To fully comprehend the latter paradigm, one must first embrace the concept that the principal role of the epidermis it to construct a permeability barrier that allows life in a desiccating, terrestrial environment ^{15, 16}. Accordingly, the epidermis undertakes a strong commitment to maintaining barrier competence, involving the expenditure of substantial resources to compensate for any external stressors that threaten permeability barrier competence. Although the regulatory mechanisms that sustain barrier function have not been fully characterized, they include transcriptional control of both epidermal structural protein and lipid production/secretion via peroxisomal proliferator activating receptors (PPARs) ¹⁷; Nrf-2 activators (resveratrol) ¹⁸; as well as unstable, soluble mediators, such as nitric oxide ¹⁹.

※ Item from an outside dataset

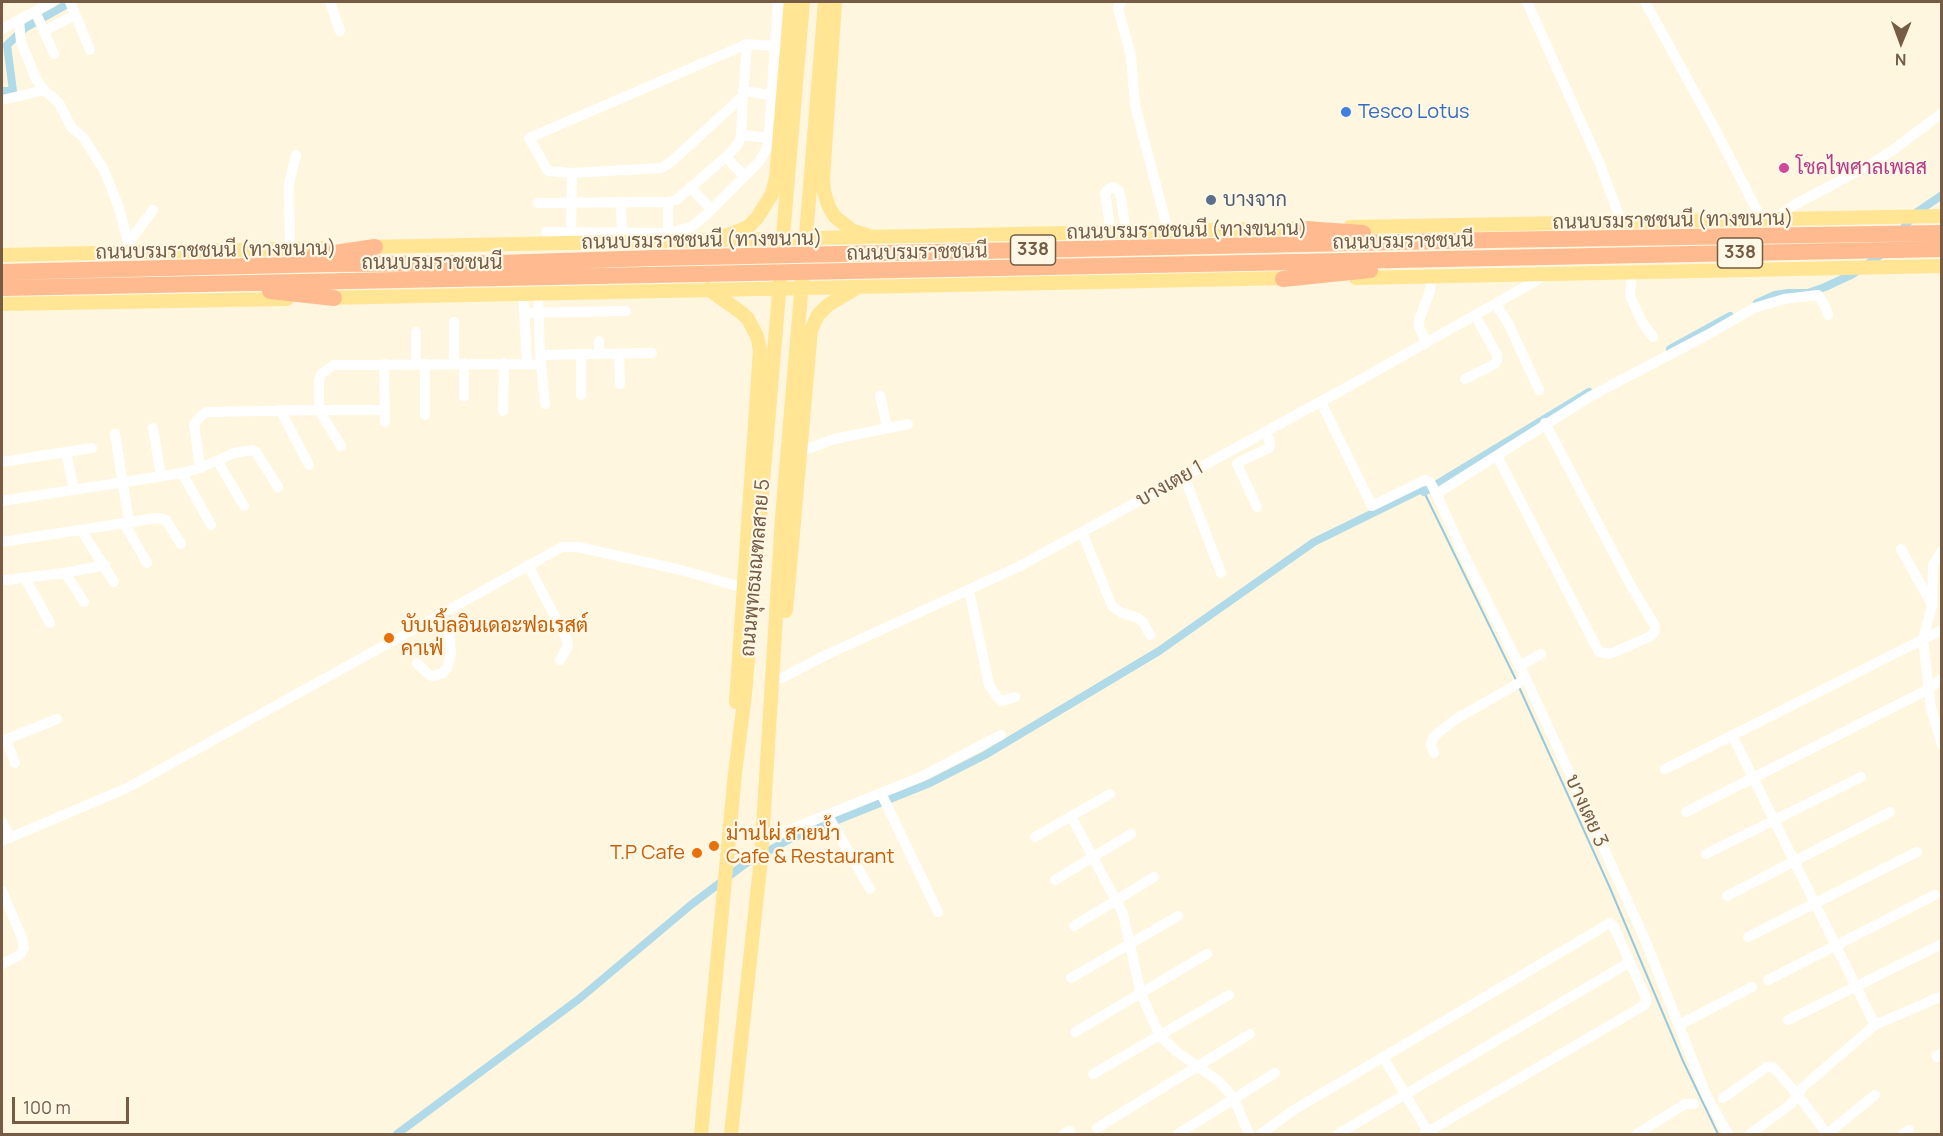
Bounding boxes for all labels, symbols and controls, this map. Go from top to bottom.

When the barrier is abrogated; e.g., with solvents, mechanical forces, or sequential tape stripping, multiple repair sequences respond with alacrity, including a cytokine cascade ²⁰, and pH-initiated, serine protease (Kallikrein, KLK) activation ²¹, each regulating different components of the repair response. In considering different strategies to restore and optimize barrier competence, a key goal of topical therapy should be to support such compensatory responses. In the paragraphs that follow, we will describe different categories of topical therapy, and compare their impact on AD skin.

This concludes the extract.